- **Task prompt**:
Find the line holding "display:flex; flex-direction:column; gap:9px;" in the entries below. Give it again exactly, along with every line after it up to and including the line holding "height:156px; overflow:visible; fill:none;".
-------- Data extracts --------
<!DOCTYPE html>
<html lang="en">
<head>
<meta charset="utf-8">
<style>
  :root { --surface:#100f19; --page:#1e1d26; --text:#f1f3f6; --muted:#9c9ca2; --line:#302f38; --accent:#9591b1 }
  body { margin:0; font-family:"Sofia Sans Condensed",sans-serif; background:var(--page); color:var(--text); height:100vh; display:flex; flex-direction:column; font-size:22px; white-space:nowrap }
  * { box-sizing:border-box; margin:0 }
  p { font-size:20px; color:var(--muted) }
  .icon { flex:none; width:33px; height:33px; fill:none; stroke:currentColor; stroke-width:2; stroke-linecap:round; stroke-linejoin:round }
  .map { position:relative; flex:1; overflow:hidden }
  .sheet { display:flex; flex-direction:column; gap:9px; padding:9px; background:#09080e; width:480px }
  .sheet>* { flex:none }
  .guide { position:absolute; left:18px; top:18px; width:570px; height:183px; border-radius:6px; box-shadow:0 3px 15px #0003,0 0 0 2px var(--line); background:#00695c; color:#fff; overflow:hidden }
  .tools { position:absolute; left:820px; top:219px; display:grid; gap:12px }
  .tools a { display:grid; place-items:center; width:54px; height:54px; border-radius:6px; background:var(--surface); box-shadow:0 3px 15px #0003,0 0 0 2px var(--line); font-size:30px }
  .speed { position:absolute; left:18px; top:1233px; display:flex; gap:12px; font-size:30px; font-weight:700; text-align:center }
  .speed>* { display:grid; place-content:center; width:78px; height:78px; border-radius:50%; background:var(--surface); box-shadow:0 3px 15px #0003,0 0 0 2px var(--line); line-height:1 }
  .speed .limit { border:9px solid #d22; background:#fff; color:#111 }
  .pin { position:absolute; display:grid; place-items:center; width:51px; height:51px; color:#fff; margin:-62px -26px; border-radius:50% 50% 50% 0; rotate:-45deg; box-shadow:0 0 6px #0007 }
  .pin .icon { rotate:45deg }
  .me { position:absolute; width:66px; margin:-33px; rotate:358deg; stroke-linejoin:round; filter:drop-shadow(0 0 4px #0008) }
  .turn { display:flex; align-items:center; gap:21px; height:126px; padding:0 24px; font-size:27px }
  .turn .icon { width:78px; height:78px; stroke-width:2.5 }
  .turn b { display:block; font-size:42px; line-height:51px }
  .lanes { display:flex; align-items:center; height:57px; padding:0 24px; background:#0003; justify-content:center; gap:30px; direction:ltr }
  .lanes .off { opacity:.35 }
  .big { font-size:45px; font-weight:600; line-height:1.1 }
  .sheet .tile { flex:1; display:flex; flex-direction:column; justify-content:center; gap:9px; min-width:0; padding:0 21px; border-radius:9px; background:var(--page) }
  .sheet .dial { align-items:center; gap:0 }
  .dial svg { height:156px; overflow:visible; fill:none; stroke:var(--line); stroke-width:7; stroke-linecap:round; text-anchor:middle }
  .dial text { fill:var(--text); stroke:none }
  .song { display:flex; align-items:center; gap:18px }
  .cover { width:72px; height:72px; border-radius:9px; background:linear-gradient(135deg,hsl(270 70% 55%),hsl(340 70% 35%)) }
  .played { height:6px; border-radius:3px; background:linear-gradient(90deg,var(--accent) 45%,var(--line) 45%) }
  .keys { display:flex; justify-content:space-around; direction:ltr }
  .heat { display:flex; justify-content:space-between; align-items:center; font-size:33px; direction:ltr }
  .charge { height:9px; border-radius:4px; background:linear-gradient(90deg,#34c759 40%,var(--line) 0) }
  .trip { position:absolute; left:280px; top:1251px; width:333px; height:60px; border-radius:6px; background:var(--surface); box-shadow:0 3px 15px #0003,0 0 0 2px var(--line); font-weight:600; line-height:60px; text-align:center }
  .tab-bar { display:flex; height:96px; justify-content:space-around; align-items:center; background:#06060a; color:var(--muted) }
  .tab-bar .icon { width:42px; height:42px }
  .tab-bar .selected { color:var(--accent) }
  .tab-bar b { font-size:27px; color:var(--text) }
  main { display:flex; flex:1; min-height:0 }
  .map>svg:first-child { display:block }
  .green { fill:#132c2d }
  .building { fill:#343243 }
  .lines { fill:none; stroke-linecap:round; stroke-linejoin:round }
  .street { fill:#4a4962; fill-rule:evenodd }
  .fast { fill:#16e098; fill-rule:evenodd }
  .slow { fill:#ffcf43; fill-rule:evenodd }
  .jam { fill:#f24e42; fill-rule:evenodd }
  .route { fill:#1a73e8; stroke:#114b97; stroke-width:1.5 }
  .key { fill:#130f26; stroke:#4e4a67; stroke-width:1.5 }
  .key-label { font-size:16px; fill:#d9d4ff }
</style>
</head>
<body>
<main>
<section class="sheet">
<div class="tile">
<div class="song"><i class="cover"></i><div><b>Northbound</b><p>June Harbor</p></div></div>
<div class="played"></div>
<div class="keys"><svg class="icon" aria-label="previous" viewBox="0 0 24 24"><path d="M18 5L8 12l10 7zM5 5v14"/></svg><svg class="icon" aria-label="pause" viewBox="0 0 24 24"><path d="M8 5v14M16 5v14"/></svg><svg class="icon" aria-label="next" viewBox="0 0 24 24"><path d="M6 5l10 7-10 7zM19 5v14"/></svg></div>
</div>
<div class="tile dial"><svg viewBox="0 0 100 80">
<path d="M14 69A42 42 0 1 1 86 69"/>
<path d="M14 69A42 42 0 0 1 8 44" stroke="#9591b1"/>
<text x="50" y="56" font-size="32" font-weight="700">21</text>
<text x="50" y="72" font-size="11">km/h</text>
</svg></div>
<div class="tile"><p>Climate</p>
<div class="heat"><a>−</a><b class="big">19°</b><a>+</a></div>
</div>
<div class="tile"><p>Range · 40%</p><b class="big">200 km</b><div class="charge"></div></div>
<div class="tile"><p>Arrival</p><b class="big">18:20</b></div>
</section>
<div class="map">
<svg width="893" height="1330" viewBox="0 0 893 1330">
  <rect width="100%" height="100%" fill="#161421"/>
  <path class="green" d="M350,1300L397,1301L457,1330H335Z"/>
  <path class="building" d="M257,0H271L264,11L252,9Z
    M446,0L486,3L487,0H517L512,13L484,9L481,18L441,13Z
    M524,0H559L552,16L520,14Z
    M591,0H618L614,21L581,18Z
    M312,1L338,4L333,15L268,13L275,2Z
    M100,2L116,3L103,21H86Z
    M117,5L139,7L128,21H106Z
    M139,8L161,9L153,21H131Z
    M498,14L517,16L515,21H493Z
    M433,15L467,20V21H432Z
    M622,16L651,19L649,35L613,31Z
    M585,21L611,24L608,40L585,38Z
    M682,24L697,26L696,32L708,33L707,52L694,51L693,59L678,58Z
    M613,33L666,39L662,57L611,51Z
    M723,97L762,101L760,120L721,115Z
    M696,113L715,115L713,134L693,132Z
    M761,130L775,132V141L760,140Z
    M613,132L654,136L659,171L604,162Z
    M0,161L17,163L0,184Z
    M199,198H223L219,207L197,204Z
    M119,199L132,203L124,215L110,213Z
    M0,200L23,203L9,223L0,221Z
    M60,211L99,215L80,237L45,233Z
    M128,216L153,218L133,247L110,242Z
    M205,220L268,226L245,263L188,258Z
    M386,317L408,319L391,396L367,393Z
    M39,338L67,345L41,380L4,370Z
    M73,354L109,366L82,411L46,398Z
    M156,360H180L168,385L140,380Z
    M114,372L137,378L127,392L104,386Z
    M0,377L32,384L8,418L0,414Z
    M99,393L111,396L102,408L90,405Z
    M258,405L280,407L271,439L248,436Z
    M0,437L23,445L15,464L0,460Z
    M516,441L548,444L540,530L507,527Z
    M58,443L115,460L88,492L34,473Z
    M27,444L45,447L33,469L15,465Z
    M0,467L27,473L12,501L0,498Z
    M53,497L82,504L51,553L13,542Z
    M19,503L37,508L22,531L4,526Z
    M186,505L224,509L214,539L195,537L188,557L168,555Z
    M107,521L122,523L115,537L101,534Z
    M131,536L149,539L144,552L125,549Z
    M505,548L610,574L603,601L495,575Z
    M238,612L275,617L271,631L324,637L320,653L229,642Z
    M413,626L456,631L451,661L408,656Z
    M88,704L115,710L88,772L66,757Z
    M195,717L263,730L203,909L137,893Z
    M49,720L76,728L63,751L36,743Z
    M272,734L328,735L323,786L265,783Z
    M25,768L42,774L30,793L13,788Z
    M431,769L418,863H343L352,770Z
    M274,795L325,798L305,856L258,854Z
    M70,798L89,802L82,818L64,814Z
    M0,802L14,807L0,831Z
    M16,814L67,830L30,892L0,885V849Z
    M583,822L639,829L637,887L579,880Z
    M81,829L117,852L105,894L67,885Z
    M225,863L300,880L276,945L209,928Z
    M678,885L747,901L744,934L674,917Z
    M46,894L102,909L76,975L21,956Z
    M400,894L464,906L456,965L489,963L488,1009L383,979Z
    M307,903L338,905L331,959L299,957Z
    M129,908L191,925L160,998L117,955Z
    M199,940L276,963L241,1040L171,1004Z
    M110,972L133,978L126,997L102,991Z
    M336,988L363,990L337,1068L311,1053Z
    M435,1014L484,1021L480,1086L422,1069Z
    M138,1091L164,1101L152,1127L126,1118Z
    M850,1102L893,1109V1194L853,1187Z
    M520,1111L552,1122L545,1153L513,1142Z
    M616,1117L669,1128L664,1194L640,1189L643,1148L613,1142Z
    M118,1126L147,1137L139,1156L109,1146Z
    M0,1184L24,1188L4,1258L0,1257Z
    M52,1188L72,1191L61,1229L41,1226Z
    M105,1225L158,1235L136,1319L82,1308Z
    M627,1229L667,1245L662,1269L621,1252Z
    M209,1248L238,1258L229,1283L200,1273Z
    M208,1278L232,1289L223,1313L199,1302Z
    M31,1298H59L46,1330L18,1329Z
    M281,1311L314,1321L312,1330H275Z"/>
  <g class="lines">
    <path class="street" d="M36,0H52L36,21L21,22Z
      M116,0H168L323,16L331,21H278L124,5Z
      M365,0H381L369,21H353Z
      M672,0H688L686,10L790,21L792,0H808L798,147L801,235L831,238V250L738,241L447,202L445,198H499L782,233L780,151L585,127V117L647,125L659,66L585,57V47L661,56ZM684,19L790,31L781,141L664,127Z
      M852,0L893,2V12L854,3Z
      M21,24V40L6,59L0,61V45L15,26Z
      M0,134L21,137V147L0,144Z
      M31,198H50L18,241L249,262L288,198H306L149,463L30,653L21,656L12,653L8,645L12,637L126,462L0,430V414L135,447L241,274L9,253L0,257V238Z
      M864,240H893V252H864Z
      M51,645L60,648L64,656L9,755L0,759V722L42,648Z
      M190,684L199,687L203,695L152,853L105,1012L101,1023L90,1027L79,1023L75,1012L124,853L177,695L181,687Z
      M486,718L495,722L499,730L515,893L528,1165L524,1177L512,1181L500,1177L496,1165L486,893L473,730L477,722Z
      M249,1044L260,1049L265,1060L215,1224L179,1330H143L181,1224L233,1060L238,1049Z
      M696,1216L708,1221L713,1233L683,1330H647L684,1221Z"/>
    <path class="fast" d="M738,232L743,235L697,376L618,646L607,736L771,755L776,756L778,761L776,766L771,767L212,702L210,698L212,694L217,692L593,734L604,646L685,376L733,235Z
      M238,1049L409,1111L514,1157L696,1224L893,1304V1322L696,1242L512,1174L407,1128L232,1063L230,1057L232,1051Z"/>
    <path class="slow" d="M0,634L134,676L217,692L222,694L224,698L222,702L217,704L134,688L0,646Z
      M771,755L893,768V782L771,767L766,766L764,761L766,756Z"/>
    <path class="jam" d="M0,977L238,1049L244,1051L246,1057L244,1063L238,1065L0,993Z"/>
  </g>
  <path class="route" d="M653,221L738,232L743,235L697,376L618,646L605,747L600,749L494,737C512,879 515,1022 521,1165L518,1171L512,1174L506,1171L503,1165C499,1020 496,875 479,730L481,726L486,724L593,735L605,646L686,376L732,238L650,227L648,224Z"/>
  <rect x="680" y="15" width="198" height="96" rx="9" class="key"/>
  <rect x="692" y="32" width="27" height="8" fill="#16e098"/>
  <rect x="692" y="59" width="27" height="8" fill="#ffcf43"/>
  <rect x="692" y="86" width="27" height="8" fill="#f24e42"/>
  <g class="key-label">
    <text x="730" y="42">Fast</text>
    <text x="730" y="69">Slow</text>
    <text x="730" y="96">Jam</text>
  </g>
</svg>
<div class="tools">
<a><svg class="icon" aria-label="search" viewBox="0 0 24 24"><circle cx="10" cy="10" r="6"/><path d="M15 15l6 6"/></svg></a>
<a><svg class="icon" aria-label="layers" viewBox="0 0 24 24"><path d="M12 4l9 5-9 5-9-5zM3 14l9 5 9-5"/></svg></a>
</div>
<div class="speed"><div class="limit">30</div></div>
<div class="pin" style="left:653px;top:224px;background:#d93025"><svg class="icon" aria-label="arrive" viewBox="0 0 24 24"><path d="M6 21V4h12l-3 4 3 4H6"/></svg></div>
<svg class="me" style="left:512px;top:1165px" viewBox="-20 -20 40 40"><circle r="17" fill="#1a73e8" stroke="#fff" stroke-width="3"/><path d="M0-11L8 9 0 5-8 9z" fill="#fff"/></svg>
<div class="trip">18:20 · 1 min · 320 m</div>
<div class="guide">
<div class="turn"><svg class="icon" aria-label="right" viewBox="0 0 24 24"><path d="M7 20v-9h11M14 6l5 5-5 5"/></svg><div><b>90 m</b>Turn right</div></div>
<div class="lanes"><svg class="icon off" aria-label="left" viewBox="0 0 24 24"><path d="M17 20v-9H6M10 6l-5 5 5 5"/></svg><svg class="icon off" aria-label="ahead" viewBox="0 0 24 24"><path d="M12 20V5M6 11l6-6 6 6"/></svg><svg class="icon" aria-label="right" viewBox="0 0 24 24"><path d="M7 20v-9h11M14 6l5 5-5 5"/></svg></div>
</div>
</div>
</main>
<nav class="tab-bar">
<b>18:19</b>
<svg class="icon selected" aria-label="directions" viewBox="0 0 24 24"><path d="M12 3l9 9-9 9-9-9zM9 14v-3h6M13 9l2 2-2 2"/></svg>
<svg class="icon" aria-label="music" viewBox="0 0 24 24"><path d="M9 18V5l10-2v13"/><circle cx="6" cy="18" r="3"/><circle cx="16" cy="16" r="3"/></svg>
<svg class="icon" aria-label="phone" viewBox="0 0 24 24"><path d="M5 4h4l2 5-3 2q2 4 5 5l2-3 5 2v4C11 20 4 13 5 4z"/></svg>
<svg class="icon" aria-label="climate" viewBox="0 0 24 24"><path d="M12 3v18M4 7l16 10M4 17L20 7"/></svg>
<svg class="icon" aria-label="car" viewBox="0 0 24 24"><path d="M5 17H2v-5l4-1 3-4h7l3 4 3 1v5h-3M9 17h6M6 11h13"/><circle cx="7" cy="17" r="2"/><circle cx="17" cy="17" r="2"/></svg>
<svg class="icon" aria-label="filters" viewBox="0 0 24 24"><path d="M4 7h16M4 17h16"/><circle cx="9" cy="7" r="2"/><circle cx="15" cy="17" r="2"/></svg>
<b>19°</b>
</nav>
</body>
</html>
--------
- **Answer box**:
  .sheet { display:flex; flex-direction:column; gap:9px; padding:9px; background:#09080e; width:480px }
  .sheet>* { flex:none }
  .guide { position:absolute; left:18px; top:18px; width:570px; height:183px; border-radius:6px; box-shadow:0 3px 15px #0003,0 0 0 2px var(--line); background:#00695c; color:#fff; overflow:hidden }
  .tools { position:absolute; left:820px; top:219px; display:grid; gap:12px }
  .tools a { display:grid; place-items:center; width:54px; height:54px; border-radius:6px; background:var(--surface); box-shadow:0 3px 15px #0003,0 0 0 2px var(--line); font-size:30px }
  .speed { position:absolute; left:18px; top:1233px; display:flex; gap:12px; font-size:30px; font-weight:700; text-align:center }
  .speed>* { display:grid; place-content:center; width:78px; height:78px; border-radius:50%; background:var(--surface); box-shadow:0 3px 15px #0003,0 0 0 2px var(--line); line-height:1 }
  .speed .limit { border:9px solid #d22; background:#fff; color:#111 }
  .pin { position:absolute; display:grid; place-items:center; width:51px; height:51px; color:#fff; margin:-62px -26px; border-radius:50% 50% 50% 0; rotate:-45deg; box-shadow:0 0 6px #0007 }
  .pin .icon { rotate:45deg }
  .me { position:absolute; width:66px; margin:-33px; rotate:358deg; stroke-linejoin:round; filter:drop-shadow(0 0 4px #0008) }
  .turn { display:flex; align-items:center; gap:21px; height:126px; padding:0 24px; font-size:27px }
  .turn .icon { width:78px; height:78px; stroke-width:2.5 }
  .turn b { display:block; font-size:42px; line-height:51px }
  .lanes { display:flex; align-items:center; height:57px; padding:0 24px; background:#0003; justify-content:center; gap:30px; direction:ltr }
  .lanes .off { opacity:.35 }
  .big { font-size:45px; font-weight:600; line-height:1.1 }
  .sheet .tile { flex:1; display:flex; flex-direction:column; justify-content:center; gap:9px; min-width:0; padding:0 21px; border-radius:9px; background:var(--page) }
  .sheet .dial { align-items:center; gap:0 }
  .dial svg { height:156px; overflow:visible; fill:none; stroke:var(--line); stroke-width:7; stroke-linecap:round; text-anchor:middle }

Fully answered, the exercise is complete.